Thanksgiving week provides new all-time highs
Market Recap Week ending 11/29/2019
The Thanksgiving holiday-shortened week provided a new set of all-time highs for the S&P 500, Dow, and NASDAQ. Constructive rhetoric related to China’s greater enforcement of intellectual property rights bolstered trade negotiation sentiment. The S&P 500 gained just under 1% on the week. The Dow was up 0.63%, the NASDAQ increased 1.7%, and the Russell 2000 made a new 52 week high with a gain of 2.24%. The yield curve steepened slightly with the 2-year note yield losing three basis points to close at 1.60%, and the 10-year bond yield gaining one basis point to close at 1.78%. Gold gained $6.80 to close at $1470.40 an Oz. Oil lost $2.46 on the week to close at $55.42 a barrel on doubt that another near term production cut would be agreed to by all OPEC members. Our Core Satellite Model series, had several changes last week. We reduced exposure to international equity, intermediate US Treasuries, global real estate, and domestic real estate. We increased exposure to US equities, European Equities, gold, and US high yield bonds. Please let us know if you have any questions regarding the changes.
As I mentioned, positive tones on intellectual property right enforcement encouraged market sentiment on trade between US and China and helped to lift markets early in the week. However President Trump’s signing of the Hong Kong Human Rights and Democracy Act caused angst for some Chinese officials and cast doubt on the progress of further negotiations.
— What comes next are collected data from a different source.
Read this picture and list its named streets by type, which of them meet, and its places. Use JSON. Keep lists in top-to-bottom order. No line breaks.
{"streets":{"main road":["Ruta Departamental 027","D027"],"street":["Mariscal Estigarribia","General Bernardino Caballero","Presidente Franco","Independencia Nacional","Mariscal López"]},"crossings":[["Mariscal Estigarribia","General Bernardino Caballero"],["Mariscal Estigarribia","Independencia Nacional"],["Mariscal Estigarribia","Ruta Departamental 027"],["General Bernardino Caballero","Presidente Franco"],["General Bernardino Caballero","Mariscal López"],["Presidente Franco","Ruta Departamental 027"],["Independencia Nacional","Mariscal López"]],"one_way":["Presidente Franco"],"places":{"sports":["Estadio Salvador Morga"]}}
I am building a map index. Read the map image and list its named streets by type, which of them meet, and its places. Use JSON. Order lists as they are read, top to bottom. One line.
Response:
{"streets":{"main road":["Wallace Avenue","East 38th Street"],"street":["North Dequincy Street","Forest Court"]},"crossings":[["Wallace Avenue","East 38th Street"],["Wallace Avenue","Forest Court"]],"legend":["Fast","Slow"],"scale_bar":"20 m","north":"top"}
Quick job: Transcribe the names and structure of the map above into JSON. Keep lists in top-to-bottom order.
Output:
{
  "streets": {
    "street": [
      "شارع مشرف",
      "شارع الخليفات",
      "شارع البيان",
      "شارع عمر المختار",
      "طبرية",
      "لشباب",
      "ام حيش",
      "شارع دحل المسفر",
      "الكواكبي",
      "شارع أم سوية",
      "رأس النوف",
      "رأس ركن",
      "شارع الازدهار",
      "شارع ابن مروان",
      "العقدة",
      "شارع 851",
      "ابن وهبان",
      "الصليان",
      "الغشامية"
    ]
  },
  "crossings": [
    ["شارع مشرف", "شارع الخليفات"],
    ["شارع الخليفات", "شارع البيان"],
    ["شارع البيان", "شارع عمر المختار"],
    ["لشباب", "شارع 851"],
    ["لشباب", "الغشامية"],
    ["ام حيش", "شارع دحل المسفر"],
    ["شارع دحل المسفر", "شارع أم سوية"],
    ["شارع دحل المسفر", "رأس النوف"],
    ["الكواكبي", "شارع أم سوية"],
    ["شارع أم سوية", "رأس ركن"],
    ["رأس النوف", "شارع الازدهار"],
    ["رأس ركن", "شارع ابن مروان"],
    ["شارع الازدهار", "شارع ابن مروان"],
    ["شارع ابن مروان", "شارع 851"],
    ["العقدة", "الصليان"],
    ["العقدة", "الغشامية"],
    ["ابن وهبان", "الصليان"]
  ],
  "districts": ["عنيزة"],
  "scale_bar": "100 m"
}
On the economic front, US data continued to look a bit better than international data. The second reading on 2nd quarter GDP was 2.1%, better than the first reading of 1.9%. The Chicago PMI for November came in at 46.3, a little less than the consensus estimate of 47.1 but ahead of October’s reading of 43.2. The Fed Beige book for December was little changed from the prior figure but did seem to indicate that the consumer continues to be resilient. However, The Conference Board’s Consumer Confidence index did decline for the 4th consecutive reading coming in at 125.9 versus expectations of 126.9 and below October’s 125.9. Internationally, manufacturing continued to show signs of contraction. October Industrial production in South Korea fell 1.7 versus the consensus estimate of 0.1 and in Japan came in at -4.2 versus expectations of -2.1%. Additionally, China’s industrial profits fell the sharpest in over eight years.